Hujjatul Islam Imam Al-Ghazali
Seandainya ada yang bertanya, bukankah Nabi s.a.w.
pernah bersabda:
“Hendaklah anda hidup dengan berjama‘ah. Sebab,
tangan (pertolongan) Allah diberikan kepada jama‘ah. Dan sesungguhnya setan itu
adalah serigala bagi manusia seperti serigala selalu mengincar kambing. Ia akan
memangsa kambing yang menyendiri dan jauh dari kawan-kawannya.”

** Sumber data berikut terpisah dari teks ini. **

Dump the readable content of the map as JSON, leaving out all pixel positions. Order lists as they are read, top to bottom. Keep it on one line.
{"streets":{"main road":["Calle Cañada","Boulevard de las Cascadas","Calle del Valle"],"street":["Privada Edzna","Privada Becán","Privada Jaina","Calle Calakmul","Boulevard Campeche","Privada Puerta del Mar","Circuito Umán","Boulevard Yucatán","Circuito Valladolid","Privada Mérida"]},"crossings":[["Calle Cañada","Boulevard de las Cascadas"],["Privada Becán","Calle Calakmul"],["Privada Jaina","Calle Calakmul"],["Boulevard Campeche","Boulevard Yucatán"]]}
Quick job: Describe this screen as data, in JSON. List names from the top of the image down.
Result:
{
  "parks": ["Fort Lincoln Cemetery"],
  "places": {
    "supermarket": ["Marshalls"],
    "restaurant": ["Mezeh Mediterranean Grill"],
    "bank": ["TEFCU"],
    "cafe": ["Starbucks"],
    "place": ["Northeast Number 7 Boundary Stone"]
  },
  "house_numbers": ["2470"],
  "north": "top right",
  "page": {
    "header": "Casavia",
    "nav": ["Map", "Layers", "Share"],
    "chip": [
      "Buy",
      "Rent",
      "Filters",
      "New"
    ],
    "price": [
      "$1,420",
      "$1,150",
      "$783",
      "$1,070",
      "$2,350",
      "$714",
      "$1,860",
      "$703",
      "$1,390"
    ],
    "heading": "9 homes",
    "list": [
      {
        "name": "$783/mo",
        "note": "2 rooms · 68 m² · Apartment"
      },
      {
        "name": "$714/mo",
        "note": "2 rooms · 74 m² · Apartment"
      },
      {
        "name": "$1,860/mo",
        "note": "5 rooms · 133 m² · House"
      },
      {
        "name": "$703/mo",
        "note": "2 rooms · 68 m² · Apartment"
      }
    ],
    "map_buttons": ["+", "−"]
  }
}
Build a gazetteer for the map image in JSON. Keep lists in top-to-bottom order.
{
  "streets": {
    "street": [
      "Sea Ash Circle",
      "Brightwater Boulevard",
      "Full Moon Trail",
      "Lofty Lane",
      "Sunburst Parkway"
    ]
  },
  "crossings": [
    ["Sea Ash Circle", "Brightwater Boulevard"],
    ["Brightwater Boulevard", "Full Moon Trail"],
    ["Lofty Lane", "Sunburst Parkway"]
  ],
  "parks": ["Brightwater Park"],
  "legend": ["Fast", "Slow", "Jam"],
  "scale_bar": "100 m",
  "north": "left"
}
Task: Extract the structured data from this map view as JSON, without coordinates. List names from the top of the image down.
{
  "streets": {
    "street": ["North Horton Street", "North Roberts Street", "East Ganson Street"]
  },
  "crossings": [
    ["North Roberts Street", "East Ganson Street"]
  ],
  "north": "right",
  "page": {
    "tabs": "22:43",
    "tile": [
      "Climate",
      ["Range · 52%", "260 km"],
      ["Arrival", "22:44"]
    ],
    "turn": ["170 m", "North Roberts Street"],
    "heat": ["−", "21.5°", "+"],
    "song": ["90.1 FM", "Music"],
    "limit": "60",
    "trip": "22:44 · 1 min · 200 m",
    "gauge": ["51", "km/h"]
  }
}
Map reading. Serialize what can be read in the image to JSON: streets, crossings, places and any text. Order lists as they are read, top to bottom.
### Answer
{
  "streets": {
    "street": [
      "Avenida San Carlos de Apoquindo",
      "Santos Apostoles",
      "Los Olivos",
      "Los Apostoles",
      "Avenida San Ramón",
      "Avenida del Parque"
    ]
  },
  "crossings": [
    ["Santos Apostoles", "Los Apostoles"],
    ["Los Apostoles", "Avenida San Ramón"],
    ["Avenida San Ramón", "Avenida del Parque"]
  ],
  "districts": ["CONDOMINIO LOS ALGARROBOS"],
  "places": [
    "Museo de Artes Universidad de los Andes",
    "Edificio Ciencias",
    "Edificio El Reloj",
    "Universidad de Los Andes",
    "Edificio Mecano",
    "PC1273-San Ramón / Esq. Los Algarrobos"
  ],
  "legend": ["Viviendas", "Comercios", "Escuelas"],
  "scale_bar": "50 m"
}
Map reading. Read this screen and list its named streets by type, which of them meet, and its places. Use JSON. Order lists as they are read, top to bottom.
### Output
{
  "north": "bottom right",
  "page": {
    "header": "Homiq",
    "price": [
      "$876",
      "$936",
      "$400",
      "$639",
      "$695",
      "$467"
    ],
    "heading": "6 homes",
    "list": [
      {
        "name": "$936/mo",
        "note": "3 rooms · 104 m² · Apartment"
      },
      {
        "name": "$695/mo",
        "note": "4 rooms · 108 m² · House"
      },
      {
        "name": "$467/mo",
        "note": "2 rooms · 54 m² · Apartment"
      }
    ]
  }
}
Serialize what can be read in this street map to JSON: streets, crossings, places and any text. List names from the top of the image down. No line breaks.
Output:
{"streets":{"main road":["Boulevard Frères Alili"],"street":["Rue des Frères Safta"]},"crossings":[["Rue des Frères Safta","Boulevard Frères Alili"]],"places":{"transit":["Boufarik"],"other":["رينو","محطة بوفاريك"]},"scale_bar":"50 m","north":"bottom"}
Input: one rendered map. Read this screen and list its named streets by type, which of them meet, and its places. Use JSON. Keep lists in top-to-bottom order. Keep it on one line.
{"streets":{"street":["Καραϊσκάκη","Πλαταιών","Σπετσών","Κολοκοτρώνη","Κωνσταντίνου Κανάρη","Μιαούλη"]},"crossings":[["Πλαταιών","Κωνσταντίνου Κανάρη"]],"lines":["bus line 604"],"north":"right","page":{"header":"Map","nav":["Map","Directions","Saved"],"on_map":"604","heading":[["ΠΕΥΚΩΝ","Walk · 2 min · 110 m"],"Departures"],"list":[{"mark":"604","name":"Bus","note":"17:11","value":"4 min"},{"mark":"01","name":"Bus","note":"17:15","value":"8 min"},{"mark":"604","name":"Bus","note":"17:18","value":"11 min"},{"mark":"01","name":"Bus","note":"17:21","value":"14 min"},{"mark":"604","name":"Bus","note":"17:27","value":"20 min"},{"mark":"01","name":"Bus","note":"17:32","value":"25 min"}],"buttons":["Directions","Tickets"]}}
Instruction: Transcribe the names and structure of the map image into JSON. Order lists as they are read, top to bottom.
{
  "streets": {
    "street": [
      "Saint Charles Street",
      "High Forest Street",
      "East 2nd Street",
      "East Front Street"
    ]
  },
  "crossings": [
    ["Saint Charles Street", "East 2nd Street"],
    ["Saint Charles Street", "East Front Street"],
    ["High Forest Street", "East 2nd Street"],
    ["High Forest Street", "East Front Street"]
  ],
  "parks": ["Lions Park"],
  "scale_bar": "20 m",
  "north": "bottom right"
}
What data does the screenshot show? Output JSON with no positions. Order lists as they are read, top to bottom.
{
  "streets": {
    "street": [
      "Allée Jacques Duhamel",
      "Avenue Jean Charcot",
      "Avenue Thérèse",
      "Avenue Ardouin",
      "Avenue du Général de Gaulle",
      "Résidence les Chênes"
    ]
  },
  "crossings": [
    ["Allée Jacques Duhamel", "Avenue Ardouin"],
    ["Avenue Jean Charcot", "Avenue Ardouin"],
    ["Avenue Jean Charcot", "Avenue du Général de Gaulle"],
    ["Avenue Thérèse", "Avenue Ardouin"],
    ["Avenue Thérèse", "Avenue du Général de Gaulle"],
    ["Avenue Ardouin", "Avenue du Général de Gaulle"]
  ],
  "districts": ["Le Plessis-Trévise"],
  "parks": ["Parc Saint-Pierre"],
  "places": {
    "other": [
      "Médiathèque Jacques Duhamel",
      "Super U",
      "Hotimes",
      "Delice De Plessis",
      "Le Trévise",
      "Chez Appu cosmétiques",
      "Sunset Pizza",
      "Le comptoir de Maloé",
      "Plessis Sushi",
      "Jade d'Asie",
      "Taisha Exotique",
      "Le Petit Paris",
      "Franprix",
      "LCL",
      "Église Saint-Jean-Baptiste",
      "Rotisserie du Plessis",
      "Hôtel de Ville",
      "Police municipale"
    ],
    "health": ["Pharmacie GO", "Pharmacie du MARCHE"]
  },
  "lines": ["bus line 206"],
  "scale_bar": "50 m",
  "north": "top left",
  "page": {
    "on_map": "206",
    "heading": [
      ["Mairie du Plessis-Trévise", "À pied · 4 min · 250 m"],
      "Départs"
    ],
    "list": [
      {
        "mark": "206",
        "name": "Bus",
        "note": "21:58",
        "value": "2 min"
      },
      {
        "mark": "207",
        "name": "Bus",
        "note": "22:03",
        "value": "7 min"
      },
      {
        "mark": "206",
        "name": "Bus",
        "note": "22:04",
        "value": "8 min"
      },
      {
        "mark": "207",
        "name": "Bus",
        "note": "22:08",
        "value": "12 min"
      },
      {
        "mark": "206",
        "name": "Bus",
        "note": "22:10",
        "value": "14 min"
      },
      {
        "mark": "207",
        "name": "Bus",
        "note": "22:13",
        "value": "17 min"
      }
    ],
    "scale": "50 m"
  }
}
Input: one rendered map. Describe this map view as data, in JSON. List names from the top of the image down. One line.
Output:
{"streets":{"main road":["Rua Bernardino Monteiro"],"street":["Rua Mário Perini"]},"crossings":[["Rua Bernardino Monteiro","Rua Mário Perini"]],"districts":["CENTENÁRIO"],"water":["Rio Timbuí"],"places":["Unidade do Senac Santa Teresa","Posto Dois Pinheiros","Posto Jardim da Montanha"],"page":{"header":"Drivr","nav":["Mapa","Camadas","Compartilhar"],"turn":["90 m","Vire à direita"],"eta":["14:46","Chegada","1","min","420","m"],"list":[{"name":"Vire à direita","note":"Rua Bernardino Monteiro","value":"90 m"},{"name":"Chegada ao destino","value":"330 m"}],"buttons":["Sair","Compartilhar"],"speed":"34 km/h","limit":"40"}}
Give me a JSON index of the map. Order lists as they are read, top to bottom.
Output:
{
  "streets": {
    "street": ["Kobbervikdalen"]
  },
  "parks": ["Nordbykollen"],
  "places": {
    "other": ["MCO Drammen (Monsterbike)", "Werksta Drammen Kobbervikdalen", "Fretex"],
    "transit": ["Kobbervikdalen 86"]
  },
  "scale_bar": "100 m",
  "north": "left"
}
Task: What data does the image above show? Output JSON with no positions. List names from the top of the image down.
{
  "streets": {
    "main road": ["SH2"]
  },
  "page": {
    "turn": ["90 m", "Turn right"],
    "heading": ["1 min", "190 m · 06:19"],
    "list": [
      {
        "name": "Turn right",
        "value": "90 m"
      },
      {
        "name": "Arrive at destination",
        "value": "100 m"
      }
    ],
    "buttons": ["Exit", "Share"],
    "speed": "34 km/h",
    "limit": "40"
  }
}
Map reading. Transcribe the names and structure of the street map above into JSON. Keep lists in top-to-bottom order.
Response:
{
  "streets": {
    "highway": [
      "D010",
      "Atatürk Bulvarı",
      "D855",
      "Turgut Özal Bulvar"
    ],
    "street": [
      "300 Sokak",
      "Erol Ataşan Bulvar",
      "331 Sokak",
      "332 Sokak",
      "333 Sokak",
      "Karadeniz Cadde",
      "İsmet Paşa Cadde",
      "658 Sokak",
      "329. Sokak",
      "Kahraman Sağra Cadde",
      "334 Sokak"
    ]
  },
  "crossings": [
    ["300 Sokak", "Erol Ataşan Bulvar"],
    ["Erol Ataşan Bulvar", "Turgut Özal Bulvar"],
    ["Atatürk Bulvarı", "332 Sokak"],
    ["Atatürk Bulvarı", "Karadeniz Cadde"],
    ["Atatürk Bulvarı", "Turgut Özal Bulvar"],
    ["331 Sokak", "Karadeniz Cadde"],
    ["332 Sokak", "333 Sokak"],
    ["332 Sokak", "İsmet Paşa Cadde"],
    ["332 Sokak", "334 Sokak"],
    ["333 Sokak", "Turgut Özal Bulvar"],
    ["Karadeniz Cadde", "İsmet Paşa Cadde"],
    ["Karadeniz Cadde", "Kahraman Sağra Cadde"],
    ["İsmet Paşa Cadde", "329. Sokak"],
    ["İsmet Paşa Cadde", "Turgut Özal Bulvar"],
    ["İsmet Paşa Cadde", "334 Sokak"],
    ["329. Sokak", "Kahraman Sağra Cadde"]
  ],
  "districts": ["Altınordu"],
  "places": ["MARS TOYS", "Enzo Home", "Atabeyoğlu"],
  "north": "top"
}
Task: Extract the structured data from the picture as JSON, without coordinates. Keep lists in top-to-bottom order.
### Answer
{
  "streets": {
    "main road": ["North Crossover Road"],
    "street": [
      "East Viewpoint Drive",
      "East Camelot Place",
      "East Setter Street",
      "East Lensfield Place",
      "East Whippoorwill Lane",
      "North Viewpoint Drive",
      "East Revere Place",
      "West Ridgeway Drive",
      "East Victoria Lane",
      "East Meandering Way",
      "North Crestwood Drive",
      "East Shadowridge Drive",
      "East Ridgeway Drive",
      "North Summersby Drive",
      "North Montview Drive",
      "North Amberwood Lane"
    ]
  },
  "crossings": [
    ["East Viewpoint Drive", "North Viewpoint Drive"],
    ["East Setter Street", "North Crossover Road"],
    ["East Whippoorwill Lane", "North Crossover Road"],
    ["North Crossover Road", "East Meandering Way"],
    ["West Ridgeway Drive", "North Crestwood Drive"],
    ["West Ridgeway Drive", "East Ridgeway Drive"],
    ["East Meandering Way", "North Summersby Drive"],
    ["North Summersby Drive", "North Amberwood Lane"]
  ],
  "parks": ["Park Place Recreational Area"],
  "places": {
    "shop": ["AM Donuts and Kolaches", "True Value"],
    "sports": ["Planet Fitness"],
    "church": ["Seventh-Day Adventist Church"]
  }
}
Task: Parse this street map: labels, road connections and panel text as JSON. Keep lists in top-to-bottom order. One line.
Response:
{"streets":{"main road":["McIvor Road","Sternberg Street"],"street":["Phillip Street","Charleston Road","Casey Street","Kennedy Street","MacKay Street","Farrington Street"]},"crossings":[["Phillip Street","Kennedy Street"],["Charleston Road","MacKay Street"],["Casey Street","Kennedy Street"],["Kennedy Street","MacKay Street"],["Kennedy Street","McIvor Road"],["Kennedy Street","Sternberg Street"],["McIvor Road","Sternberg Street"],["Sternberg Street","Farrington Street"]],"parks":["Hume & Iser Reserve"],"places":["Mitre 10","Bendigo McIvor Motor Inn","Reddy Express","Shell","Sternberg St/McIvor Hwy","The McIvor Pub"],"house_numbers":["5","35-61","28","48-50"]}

إ“Sesungguhnya setan itu senantiasa
menyertai orang yang sendirian, sementara terhadap yang berduaan (berkelompok)
semakin menjauh.”
Ketahuilah bahwa hadis-hadis tersebut memang benar
adanya, tetapi di samping itu juga ada hadis:ا
“Tinggallah di rumah, uruslah diri anda sendiri dan
tinggallah urusan umum.”
Melalui hadis tersebut, Nabi s.aw. memerintahkan
ummatnya agar ber-‘uzlah dan menyendiri pada zaman yang sudah rusak.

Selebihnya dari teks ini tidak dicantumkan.